With an estimated 15 million deaths worldwide, including nearly 1 million in the United States, the Biden administration, despite a lack of funding for domestic and international pandemic response, is trying to mobilize a global effort to end the acute phase of COVID-19. ready for -19.
The US will co-host the second global COVID-19 summit on May 12, after the first in September 2021. The virtual summit will mark a shift from a crisis management strategy towards a more sustainable approach of building resilient public health systems.
“The virus – especially after Omicron – has shown us that we have to develop our own strategy,” a senior administration official told VOA. The goal, the official said, is to reduce transmission, deaths and hospitalizations rather than eliminate the virus.
The summit will focus on “supporting locally-led solutions” toward global goals, including obtaining shots in weapons, increasing access to tests and treatments, and generating sustainable funding for future pandemic preparedness.
“We can’t have just one solution that can fit all these different situations,” Dr. Thirno Balde of the World Health Organization’s Africa Regional Office told VOA. “The reality is to try to understand it, and therefore to work with different countries, with different partners, in general to build the most appropriate solution.”
To increase international support, the US will co-host the event with Belize, President of CARICOM (Caribbean Community); Group of Seven Presidents Germany; Group of 20 President Indonesia, and Senegal, President of the African Union.
no pandemic funding
The US, however, will not bring any new pledges to the summit table. The administration’s request for $22.5 billion in additional COVID-19 response money, including $5 billion for global pandemic funding, has been stalled for weeks, largely due to Republican lawmakers who insist that the administration hold on to Title 42. until they bring it back, they will not pass it. The Trump-era order allows officials at the Mexican border to turn migrants away during a pandemic emergency.
The lack of funding jeopardizes the administration’s global pandemic response, which includes Global Vax, an international initiative launched in December to convert vaccines into immunizations in 11 African countries, and which ran out of money in September. ready to leave. It may also undermine the ability of administrations to strengthen commitments from other countries, particularly in a phenomenon designed with a “step up to speak up” approach, meaning that a country is only one may secure a speaking role if they bring a financial pledge or policy commitment to support the goals of the summit.
White House press secretary Jen Psaki told VOA that the summit will highlight the need for more funding to Congress so that the US can “maintain an arsenal of vaccines for the world.” He said that even without additional funding, the US remains the largest contributor to the global fight against the pandemic.

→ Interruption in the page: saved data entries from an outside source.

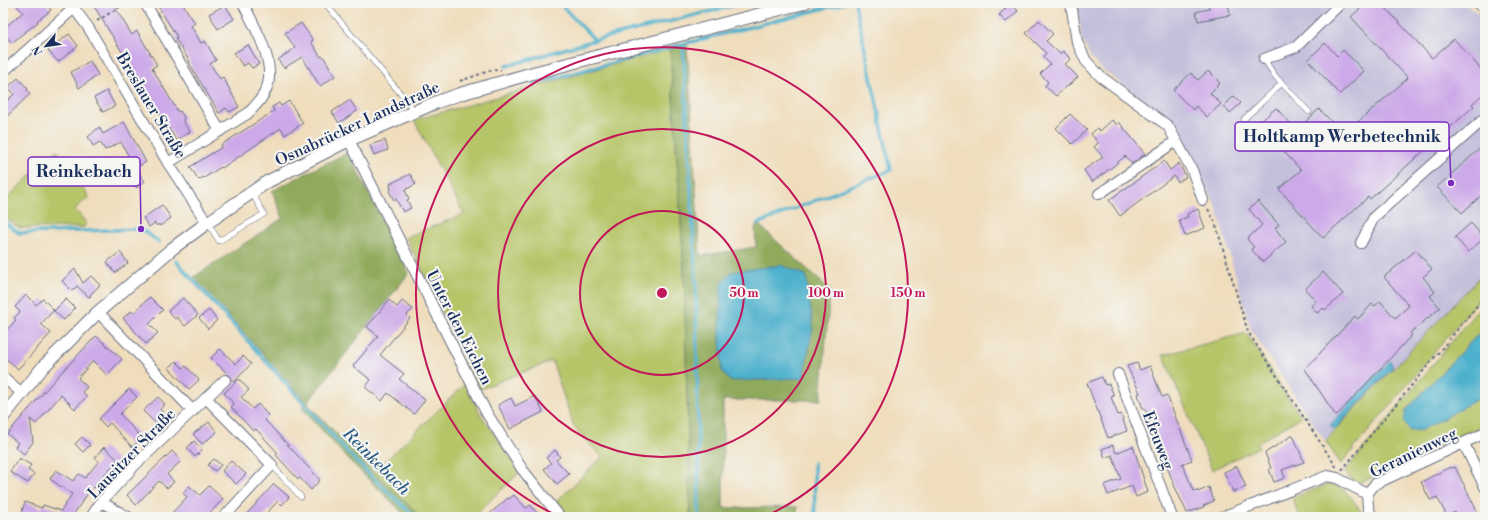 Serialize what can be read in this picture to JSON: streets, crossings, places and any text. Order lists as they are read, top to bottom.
{
  "streets": {
    "street": [
      "Breslauer Straße",
      "Osnabrücker Landstraße",
      "Unter den Eichen",
      "Efeuweg",
      "Geranienweg",
      "Lausitzer Straße"
    ]
  },
  "crossings": [
    ["Breslauer Straße", "Osnabrücker Landstraße"],
    ["Osnabrücker Landstraße", "Unter den Eichen"],
    ["Osnabrücker Landstraße", "Lausitzer Straße"]
  ],
  "water": ["Reinkebach"],
  "places": ["Holtkamp Werbetechnik", "Reinkebach"],
  "north": "bottom left",
  "rings": ["50 m", "100 m", "150 m"]
}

lack of global coordination
In the first two years of the pandemic, wealthy countries stocked up on boosters and doses to protect against new variants, threatening supplies to low-income countries with low vaccination rates.
Now, with 2 billion doses of the vaccine being produced every month, the problem is not a lack of supply, but slow demand and poor delivery capacity – problems that activists argue also stem from a lack of coordination.
“If we had a coordinated global plan to end the pandemic, we would no longer be in a situation where there are too many vaccine doses but not enough money to actually distribute them to the countries ,” Tom Hart told VOA. Hart is the president of ONE Campaign, an advocacy organization that fights preventable disease.
Beyond vaccines, the summit seeks to improve access to testing and treatments, including scaling up production and diversifying local and regional manufacturing capacity. Current efforts to achieve this include technology transfer agreements and so-called TRIPS (Trade Related Aspects of Intellectual Property Rights) waiver proposals by South Africa and India at the WTO, calling for intellectual property exemptions on COVID-19 therapeutics and diagnostics. it was done. , While the proposal has the backing of more than 100 member states, talks have been stalled for months.
test for treatment
Meanwhile, the Biden administration recently launched a national “test to treat” program that tests people for COVID-19 and immediately treats them with the Pfizer antiviral drug Paxlovid if the results are positive. It now aims to launch similar pilot projects in other countries.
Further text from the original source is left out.